Examine The Storage Unit Carefully
Paper products make great nests for rodents, and a family of mice can chew through your collection in no time. With that in mind, carefully examine the storage unit you're about to rent (from an outlet such as Belmont Self Storage).
- Pick a climate-controlled facility if at all possible. Paper is sensitive to temperature changes and will start to break down in extreme heat or cold. Humid conditions can spur mold growth.
- Look for cracks, holes, and broken seals around edges and doors. All of these are signs of previous infestations (or at least poor facility maintenance). They also serve as points-of-entry for homeless rodents.
- Carefully examine the unit for signs of mouse or rat droppings prior to renting.
- Make sure that there is a water-tight seal around the edges of the unit.
- Don't rent a unit that's surrounded by shrubs and other organic items. They invite insects and other creatures.
- Clean the unit before you store. You want to make sure there is very little dust or dirt in the unit, so that none of it gets transferred to your books. Start by sweeping walls, ceiling, and floor to dislodge and remove any loose dirt. Then wipe the unit down with a little soapy water just to be extra sure it's clean.
- Buy spider and ant spray and liberally apply it around the edges of your storage unit a few days before you move your books in. When you're done, reapply the spray at the doorway, as an extra precaution. You don't want to come back to your books and find a host of creepy-crawlies within the pages.
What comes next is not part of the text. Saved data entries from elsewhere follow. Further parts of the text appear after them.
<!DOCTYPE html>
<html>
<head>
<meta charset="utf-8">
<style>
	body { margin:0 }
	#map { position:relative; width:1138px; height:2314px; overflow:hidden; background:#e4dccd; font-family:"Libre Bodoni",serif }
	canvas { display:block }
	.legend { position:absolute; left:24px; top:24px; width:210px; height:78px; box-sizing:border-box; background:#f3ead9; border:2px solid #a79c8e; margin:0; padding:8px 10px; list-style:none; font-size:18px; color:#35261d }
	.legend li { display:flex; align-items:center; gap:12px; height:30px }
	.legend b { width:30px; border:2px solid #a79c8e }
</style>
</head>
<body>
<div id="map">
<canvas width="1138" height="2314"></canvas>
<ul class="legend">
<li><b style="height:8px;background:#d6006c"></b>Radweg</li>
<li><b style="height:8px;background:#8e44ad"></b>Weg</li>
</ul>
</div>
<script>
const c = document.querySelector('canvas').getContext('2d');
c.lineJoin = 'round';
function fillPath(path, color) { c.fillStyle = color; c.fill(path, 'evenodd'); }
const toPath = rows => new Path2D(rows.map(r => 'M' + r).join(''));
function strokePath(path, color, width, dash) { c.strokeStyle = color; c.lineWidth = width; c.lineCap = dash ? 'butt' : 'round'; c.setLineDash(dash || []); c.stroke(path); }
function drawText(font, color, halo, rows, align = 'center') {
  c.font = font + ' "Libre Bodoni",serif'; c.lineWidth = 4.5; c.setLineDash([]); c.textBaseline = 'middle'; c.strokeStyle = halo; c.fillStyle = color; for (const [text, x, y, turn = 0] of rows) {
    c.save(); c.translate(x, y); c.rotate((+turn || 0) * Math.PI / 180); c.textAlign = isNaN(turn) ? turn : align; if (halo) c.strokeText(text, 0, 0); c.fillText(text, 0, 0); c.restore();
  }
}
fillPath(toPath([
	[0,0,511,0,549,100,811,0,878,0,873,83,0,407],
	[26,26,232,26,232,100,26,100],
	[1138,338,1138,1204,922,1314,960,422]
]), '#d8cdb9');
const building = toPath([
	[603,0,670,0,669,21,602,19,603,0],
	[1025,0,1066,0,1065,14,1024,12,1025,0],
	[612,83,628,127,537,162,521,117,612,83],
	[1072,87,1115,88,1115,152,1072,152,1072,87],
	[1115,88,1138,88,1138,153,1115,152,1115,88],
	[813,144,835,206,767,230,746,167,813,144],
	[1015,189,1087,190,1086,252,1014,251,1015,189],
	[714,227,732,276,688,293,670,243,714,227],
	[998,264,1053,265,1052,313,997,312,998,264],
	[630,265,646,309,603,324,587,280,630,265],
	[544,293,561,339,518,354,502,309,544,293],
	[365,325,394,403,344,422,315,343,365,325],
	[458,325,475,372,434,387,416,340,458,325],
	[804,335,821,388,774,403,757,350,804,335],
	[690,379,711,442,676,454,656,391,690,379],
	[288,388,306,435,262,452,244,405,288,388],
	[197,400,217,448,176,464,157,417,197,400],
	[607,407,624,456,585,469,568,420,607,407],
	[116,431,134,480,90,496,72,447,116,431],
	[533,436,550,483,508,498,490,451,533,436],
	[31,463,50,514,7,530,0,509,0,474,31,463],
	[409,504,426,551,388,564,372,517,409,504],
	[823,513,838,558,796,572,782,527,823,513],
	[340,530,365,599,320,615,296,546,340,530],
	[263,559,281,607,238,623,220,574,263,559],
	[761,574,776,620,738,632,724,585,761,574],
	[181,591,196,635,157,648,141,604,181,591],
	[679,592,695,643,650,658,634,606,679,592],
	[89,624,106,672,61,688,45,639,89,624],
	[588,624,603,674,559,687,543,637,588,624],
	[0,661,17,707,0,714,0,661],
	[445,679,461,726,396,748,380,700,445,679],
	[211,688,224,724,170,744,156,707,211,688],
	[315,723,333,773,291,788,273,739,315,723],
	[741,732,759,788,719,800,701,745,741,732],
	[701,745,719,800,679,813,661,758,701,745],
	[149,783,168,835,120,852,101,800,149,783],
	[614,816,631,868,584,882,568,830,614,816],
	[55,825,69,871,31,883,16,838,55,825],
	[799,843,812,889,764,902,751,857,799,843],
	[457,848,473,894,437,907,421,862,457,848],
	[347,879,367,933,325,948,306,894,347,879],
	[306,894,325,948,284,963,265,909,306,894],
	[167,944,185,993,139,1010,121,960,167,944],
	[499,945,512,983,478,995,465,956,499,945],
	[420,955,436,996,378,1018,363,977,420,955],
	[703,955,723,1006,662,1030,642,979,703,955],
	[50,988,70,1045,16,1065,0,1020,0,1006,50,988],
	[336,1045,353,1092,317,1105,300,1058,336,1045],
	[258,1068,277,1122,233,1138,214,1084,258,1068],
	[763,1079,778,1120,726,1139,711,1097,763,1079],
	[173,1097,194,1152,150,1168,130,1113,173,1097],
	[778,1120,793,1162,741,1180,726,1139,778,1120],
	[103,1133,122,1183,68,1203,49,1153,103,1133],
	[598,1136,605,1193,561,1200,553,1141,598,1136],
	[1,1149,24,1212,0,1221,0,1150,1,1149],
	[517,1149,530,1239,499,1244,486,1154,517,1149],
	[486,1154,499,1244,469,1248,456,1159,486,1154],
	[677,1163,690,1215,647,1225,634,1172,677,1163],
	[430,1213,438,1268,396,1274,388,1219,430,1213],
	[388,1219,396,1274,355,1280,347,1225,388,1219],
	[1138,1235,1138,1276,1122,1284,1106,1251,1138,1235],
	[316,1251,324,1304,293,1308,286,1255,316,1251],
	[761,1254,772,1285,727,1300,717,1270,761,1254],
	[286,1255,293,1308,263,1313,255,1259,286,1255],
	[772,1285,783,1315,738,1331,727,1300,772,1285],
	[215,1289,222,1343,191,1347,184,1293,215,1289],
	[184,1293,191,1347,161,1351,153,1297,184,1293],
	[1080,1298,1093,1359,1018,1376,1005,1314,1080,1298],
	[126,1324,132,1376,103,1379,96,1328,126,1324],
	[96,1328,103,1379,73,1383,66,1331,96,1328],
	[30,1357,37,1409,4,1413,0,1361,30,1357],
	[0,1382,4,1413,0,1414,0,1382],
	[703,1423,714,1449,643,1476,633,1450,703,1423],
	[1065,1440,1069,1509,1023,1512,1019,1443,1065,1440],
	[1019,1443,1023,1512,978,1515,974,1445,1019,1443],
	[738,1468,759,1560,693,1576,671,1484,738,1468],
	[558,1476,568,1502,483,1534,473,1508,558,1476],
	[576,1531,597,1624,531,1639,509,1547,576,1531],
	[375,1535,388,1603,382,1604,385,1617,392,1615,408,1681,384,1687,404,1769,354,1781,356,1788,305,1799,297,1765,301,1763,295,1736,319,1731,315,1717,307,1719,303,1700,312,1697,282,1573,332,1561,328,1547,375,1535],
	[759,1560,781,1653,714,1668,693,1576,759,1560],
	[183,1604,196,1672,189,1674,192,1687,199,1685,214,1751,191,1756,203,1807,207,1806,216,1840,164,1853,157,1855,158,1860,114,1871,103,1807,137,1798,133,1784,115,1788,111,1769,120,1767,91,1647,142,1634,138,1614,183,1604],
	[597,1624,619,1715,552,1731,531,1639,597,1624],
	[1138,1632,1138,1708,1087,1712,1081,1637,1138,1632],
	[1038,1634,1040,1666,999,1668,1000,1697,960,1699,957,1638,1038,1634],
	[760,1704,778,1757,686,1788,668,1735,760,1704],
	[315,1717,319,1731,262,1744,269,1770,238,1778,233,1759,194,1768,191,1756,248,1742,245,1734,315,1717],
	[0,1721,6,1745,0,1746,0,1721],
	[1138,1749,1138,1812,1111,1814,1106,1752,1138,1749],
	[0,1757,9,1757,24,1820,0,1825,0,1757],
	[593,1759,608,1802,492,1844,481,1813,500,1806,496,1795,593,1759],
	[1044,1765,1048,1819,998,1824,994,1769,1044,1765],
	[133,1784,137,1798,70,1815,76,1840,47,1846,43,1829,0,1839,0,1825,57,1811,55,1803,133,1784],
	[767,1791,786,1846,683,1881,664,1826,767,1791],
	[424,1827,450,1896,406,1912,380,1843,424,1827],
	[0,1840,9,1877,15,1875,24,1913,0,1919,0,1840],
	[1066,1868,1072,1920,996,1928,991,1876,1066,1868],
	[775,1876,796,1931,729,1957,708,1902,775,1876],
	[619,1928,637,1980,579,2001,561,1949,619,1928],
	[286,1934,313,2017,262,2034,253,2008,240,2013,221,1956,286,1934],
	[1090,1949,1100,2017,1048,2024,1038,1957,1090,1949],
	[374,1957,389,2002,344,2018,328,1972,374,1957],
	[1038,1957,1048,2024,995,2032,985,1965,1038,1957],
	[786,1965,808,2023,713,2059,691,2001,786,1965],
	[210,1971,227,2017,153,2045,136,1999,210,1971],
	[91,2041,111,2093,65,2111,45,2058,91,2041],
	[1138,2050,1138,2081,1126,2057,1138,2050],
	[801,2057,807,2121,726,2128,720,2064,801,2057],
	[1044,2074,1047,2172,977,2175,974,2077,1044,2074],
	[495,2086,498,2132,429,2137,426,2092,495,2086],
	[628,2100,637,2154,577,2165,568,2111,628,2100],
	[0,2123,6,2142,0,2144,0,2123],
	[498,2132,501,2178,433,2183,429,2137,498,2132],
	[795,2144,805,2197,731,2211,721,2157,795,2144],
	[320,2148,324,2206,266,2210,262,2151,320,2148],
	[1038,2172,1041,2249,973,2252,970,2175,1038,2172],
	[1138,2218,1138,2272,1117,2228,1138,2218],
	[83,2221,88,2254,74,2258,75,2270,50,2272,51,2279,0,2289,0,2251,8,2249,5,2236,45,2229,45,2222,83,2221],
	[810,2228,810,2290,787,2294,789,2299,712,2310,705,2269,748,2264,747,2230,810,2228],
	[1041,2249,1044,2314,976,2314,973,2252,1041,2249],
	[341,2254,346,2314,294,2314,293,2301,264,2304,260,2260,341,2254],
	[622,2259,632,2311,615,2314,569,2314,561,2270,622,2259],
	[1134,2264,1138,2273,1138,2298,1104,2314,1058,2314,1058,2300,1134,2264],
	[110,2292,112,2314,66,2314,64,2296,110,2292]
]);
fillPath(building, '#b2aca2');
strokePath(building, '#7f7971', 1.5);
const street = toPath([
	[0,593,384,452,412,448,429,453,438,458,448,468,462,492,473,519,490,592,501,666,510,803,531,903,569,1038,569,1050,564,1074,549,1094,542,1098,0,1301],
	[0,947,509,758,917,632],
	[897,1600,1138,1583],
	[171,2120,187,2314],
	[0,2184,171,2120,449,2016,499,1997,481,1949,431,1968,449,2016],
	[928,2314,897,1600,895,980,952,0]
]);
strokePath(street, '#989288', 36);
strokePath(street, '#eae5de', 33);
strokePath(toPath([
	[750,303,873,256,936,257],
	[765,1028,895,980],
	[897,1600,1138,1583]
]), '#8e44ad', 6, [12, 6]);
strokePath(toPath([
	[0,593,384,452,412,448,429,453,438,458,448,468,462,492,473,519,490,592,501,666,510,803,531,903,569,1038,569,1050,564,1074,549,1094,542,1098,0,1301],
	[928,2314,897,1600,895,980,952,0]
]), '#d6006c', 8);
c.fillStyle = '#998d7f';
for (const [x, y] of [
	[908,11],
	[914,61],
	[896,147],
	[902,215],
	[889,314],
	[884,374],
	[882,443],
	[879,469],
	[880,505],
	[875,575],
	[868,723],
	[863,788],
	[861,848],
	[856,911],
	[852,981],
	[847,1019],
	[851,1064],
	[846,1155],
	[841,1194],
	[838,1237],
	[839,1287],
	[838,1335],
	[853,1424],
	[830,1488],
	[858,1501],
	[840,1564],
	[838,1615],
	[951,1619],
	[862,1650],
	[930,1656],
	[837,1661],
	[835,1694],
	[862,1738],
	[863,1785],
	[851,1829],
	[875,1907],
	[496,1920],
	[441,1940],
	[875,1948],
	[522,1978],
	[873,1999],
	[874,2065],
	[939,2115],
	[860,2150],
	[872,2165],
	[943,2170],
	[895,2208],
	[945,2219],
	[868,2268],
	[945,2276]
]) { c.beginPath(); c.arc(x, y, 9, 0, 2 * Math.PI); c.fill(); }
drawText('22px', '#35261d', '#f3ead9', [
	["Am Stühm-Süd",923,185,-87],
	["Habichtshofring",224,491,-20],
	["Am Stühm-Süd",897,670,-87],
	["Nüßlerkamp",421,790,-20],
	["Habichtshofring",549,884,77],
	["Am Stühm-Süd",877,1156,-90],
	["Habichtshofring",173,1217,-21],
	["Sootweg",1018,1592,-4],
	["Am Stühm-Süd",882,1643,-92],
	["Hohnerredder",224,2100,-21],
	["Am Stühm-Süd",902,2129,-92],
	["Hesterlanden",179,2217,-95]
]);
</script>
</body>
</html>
Clean And Pack Your Collection Properly
If you can afford it, use archival storage boxes for your books, especially if you have any collector's editions or rare books. Archival boxes are produced from acid-free materials, unlike most commercial storage boxes, which helps preserve your books for the long haul.
Failing that, buy small cardboard boxes that are designed specifically for books. Many of them are coated to retard the transfer of any acids in the materials. Plus, they're the right size. If you buy boxes that are too big, the weight of the books themselves can leave you with damaged covers and spines.
Plastic bins are not the best choice for storing books, because many of the chemicals used in their construction will actually damage fragile paper over time. In addition, they can easily trap humidity inside with your books, giving mold and mildew a fertile breeding ground.
When packing your books:
- Pack similar size books together. This helps reduce damage from heavy books pressing against lighter ones.
- Lay each book flat in the box, not on it's side, or you will damage the spine.
- Wipe dust off each book before you pack it, to keep dirt off the pages. A sweeper hose can be effective at gently removing dust from book edges and spines.
- Wrap each book in acid-free paper.
- Stuff open spaces with acid-free paper or packing material to keep books from sliding around and getting damaged.
- Seal the tops and bottoms of the boxes with tape to keep out insects.
- Lay down a pallet of wood or boards to use as a base for the boxes, and cover with a waterproof tarp to keep away any ground moisture that might leak into the unit.
While it might seem unnecessarily tedious, consider taking an inventory of your books, including publication dates, and label the boxes. Labeling the boxes will just help you find a book if you suddenly need it, but an inventory protects you against loss should something unfortunate (like a fire or flood) happen.
By taking these precautions, you can relax a little and store your collection with confidence - which is better than having to part with your beloved books due to a short-term situation.